→ What to do:
Copy each line of the entries that includes the word "surface".

[Stored data]
---------------

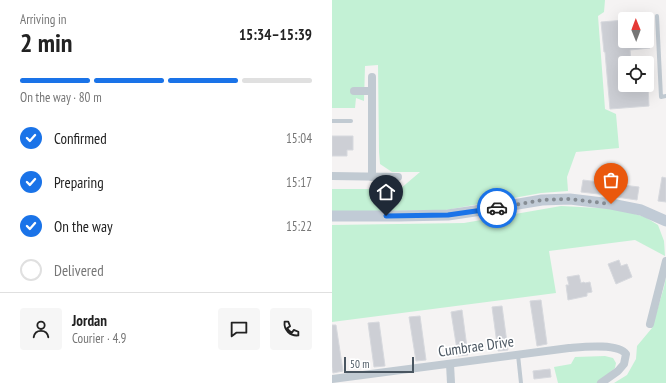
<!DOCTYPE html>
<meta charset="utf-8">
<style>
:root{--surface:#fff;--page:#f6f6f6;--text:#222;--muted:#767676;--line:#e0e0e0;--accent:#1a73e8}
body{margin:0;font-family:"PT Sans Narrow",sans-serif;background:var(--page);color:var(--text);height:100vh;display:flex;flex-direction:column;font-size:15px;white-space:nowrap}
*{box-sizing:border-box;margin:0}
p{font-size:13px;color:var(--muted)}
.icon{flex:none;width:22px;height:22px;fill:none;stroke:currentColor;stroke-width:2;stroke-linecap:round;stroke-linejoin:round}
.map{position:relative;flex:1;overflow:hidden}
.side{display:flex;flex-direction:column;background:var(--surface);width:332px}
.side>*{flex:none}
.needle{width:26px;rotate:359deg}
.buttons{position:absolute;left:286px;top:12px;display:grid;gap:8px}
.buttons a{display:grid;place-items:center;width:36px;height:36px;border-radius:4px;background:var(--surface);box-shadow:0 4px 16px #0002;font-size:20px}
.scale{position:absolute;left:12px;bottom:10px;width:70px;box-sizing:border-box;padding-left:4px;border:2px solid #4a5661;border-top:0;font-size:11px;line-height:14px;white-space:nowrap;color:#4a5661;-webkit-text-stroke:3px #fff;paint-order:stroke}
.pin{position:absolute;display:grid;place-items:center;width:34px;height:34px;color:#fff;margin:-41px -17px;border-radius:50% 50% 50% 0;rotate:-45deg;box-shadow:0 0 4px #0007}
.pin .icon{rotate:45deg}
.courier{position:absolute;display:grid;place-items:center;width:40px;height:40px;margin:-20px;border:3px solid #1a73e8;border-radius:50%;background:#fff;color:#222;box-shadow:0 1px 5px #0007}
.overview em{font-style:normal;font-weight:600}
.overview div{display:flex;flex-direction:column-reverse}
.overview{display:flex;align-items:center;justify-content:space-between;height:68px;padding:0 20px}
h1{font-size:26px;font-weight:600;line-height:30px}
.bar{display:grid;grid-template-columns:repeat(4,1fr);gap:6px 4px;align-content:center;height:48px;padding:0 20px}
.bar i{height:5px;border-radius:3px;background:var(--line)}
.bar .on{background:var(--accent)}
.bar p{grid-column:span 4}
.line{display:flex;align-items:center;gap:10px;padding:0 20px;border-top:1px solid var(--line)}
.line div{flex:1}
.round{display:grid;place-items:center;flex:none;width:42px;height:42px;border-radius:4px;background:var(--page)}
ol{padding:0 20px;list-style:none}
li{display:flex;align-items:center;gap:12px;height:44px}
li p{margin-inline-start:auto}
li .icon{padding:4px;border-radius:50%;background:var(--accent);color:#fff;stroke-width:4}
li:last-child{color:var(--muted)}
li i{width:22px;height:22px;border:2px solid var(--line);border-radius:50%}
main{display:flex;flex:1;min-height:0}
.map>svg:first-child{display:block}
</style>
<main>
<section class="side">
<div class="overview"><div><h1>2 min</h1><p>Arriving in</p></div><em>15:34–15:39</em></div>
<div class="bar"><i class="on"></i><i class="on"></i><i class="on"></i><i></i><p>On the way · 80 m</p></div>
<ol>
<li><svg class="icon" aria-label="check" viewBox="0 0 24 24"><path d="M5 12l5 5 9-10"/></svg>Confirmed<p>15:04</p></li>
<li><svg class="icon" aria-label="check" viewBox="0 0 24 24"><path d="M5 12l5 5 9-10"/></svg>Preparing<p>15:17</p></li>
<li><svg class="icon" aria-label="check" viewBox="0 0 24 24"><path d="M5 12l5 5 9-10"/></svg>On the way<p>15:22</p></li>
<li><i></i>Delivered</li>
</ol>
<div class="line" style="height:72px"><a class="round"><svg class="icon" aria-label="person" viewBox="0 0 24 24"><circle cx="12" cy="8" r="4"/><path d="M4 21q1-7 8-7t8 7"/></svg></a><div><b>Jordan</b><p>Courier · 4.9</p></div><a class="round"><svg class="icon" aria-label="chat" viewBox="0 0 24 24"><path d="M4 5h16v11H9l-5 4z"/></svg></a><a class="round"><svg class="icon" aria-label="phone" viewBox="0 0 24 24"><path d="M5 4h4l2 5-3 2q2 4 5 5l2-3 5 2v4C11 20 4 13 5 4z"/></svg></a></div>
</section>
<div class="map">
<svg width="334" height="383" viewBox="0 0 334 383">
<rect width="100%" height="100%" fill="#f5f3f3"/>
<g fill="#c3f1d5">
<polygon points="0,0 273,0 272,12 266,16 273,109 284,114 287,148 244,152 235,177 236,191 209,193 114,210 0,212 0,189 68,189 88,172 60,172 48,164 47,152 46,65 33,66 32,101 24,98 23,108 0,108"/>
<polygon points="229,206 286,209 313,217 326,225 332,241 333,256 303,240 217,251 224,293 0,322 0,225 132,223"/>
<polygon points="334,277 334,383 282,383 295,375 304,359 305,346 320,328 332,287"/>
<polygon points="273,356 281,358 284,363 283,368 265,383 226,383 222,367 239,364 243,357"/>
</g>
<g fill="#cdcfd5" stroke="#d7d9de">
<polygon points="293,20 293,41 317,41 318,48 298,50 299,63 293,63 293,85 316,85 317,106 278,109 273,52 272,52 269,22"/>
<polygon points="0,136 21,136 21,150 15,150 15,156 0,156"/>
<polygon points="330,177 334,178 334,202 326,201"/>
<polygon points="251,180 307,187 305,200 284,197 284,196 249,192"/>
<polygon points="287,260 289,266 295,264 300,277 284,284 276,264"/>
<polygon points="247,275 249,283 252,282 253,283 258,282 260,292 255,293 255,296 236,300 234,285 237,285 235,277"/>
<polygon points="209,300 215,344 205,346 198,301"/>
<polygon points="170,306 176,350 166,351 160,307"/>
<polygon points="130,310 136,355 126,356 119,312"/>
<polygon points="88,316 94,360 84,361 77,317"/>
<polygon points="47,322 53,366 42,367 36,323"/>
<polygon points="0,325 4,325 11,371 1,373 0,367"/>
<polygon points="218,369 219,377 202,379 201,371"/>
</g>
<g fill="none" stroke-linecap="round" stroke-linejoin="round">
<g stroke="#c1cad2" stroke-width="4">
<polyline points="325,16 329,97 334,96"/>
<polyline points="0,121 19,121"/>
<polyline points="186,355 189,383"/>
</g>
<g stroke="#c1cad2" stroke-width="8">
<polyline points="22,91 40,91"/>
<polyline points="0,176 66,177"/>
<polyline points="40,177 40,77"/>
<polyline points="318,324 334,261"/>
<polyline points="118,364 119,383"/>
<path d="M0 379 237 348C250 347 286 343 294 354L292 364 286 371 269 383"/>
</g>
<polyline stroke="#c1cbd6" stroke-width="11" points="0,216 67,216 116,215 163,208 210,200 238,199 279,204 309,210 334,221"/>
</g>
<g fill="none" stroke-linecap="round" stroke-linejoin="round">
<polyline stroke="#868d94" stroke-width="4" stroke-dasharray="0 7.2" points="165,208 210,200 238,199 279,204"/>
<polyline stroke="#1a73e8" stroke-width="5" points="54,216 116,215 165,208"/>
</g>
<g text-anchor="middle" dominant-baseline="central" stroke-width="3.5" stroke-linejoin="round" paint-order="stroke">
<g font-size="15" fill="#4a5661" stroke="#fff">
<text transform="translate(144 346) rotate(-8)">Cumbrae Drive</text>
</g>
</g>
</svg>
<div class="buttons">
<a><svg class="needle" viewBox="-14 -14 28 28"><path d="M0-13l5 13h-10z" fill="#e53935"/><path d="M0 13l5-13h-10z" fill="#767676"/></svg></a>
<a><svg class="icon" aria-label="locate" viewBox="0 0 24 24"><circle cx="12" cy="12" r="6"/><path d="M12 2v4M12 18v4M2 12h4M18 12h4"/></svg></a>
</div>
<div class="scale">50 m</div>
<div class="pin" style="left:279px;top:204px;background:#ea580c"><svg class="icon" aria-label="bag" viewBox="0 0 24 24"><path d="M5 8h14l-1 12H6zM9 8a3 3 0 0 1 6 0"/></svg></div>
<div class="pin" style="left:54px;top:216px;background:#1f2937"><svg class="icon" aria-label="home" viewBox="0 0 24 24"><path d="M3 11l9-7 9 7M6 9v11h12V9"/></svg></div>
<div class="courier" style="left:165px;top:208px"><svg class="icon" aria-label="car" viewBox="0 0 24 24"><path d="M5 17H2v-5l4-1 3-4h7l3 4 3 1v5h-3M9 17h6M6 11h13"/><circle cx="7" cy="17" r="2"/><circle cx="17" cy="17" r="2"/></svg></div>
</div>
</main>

---------------

→ Worked solution:
:root{--surface:#fff;--page:#f6f6f6;--text:#222;--muted:#767676;--line:#e0e0e0;--accent:#1a73e8}
.side{display:flex;flex-direction:column;background:var(--surface);width:332px}
.buttons a{display:grid;place-items:center;width:36px;height:36px;border-radius:4px;background:var(--surface);box-shadow:0 4px 16px #0002;font-size:20px}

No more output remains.